Summary: | This dissertation explores the penalty regime provided for in the Tax Administration Act, No 28 of 2011 (‘the Admin Act’), and implementation thereof in certain circumstances and behaviour on the part of the taxpayer. Even though the Admin Act has been in force for some years already, it remains necessary and relevant to explore the penalty regime that is operative to understand and confirm the scope and application thereof in various circumstances. As one discusses the different types of penalties chargeable in terms of the Admin Act it becomes evident how sternly it can be applied. Furthermore, the dissertation investigates how burdensome the regime can be and what remittance regime is available to taxpayers if they are penalised. This dissertation attempts to define what the objects of the Admin Act’s penalty regime are, and to determine whether these objectives are being achieved with the application of the penalty regime that is currently operative in the Admin Act. It also considers whether the identified objects of the Admin Act’s penalty regime accord with the doctrine of punishment. It is imperative that legislation is aligned with the objective of the penalty regime as misalignment will prejudice taxpayers, whilst potentially derogating from the purpose that the legislation seeks to achieve. In this dissertation, the crux of the penalty regime is investigated and highlighted.
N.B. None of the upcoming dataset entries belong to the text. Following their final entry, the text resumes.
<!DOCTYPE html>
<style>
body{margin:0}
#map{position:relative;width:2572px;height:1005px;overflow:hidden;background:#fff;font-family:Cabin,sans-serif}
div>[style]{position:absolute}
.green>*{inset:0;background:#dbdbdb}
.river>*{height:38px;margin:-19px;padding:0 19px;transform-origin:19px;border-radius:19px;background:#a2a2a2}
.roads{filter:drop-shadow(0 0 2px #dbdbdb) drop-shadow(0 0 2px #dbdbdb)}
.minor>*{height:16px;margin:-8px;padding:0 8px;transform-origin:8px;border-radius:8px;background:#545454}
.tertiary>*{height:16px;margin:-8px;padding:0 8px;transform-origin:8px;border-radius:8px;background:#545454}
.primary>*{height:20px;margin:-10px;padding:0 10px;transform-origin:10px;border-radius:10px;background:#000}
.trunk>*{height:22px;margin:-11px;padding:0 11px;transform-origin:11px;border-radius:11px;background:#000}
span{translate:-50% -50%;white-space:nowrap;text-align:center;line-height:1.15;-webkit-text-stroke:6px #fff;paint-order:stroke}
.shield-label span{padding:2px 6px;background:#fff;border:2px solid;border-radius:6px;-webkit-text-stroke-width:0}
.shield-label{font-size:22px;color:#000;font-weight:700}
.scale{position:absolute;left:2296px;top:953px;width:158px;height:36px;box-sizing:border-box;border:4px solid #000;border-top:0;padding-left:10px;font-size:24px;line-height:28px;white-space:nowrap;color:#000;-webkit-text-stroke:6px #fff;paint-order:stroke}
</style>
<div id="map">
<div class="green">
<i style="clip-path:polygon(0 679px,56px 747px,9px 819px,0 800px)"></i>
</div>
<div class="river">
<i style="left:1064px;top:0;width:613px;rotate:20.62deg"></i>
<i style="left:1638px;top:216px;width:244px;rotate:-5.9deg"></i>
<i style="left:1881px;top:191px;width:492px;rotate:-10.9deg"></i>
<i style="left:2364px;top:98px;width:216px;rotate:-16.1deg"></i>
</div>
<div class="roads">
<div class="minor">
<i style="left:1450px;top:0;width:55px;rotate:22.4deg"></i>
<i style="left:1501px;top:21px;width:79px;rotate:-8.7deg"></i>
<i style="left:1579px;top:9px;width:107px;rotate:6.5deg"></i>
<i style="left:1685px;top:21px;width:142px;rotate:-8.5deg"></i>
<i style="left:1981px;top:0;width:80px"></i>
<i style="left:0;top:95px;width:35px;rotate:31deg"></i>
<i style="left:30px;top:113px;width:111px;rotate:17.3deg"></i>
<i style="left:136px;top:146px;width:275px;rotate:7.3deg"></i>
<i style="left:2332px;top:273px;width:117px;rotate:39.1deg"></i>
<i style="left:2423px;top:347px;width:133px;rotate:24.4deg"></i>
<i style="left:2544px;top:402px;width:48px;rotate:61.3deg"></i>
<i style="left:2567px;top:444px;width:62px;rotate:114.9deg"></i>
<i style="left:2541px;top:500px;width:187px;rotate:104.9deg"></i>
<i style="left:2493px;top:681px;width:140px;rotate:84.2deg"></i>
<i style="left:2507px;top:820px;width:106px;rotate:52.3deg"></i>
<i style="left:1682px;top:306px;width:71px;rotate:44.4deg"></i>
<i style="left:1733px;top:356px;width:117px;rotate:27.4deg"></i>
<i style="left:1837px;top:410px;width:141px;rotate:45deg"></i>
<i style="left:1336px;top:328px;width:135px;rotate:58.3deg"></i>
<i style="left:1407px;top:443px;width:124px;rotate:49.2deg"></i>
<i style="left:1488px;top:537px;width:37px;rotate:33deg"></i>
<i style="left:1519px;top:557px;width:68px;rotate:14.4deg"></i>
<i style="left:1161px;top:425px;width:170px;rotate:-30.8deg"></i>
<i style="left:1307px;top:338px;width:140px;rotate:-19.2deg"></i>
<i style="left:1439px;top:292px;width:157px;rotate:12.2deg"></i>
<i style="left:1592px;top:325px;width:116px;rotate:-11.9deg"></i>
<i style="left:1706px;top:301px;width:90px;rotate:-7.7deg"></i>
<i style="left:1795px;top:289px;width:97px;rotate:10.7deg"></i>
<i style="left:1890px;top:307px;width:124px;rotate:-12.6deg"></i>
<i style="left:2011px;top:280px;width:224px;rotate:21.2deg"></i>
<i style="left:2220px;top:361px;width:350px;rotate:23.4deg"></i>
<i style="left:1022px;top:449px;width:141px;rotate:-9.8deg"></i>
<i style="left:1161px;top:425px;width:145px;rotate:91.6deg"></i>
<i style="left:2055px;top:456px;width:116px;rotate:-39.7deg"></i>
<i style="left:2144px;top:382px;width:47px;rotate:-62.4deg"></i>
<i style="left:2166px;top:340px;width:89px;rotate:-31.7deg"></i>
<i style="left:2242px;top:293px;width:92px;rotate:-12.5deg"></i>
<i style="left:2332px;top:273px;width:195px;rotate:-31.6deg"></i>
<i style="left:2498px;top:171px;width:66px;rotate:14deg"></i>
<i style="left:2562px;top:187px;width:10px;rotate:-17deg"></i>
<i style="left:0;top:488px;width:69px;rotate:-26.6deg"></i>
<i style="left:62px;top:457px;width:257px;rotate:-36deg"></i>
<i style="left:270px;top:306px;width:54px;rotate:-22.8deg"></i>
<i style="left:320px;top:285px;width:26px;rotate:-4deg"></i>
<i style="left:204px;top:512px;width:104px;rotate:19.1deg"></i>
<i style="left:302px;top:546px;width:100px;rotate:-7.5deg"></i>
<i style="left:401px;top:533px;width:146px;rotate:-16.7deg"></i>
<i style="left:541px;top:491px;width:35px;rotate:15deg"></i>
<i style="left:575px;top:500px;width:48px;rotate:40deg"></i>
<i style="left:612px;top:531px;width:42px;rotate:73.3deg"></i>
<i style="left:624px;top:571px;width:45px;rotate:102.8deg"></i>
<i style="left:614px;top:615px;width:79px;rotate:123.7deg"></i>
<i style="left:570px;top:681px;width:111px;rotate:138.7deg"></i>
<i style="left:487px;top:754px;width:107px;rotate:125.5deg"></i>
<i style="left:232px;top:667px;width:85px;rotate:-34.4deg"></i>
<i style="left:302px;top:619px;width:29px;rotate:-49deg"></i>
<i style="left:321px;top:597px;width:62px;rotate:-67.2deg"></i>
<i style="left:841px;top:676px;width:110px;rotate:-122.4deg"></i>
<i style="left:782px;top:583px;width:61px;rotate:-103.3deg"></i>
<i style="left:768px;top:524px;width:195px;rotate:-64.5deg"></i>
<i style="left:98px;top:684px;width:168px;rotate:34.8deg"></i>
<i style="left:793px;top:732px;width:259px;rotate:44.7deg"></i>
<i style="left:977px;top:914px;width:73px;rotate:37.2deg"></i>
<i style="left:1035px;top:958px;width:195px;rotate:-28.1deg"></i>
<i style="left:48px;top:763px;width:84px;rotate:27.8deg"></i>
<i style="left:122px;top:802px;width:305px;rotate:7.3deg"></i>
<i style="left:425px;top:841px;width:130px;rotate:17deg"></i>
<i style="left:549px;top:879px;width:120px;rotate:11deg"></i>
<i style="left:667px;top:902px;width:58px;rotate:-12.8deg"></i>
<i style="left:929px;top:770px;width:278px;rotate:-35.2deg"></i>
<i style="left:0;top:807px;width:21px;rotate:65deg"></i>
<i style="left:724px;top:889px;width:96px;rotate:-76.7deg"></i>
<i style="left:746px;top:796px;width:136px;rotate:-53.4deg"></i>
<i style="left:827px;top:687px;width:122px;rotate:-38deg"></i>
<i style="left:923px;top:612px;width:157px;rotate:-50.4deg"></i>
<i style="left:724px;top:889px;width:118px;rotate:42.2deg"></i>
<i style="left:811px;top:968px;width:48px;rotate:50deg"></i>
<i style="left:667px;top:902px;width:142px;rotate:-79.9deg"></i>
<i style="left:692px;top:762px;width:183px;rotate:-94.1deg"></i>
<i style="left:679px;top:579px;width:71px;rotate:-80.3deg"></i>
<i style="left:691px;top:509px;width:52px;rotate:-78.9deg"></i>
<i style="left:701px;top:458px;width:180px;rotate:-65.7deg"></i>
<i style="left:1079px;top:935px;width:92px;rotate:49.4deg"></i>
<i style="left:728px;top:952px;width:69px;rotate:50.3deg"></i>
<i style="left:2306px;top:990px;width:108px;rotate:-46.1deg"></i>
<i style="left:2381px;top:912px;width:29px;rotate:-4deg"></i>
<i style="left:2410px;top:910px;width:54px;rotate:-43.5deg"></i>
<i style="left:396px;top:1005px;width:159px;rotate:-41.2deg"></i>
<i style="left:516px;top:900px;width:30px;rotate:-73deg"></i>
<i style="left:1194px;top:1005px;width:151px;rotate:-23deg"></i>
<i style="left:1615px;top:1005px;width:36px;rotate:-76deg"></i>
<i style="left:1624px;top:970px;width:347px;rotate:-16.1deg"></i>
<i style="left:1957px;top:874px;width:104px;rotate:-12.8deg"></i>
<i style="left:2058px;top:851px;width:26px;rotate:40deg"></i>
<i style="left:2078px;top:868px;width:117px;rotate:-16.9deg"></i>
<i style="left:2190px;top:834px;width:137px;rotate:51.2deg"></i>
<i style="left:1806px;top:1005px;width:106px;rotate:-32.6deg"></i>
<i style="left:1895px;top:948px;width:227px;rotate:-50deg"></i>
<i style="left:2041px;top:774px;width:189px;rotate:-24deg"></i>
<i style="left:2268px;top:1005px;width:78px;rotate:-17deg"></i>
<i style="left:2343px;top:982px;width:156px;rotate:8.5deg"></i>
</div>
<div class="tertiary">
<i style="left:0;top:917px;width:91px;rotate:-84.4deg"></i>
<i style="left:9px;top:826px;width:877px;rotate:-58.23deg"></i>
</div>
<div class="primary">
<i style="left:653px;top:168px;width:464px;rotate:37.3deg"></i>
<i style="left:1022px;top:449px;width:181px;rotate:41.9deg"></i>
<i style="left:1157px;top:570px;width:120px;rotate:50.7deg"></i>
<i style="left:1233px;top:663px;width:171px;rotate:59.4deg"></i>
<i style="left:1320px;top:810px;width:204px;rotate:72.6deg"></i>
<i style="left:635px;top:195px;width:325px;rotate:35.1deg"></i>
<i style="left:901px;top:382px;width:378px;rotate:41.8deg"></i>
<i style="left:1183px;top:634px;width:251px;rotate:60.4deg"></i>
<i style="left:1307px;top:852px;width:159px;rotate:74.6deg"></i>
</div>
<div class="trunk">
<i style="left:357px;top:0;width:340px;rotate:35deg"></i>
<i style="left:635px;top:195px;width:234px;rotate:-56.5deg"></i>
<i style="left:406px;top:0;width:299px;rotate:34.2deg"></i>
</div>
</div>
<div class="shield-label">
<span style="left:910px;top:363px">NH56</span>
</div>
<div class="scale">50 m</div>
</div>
It also endeavours to assess the powers entrenched in the Admin Act and the need for clarification on a few uncertainties. The findings of this research study have revealed that:
• The enactment of the penal provisions in the Admin Act only partially achieves the philosophy of the doctrine of punishment and,
• In instances where the penal provisions do achieve the objects of punishment, it appears that the application thereof is not consistently applied in practice.
The penal levying system in the Admin Act has been an improvement on the past penalty provisions as is evident in Chapter 3. However, despite the more favourable and fair outcome achieved by the penal provisions in the Admin Act, the research concludes that more specific guidance and measures in respect of the application of the penal provisions are necessary. The behaviours listed in the understatement penalty percentage table are not defined and creates the need for further improvement. Though changes have been made since the implementation thereof it still requires further revisions. In respect of inconsistent application of the penal provisions in practice it is recommended that the administrators of the legislation be better equipped in respect of the application of the penal provisions or that the processes should be changed to address the misalignment of the application of the penal provisions.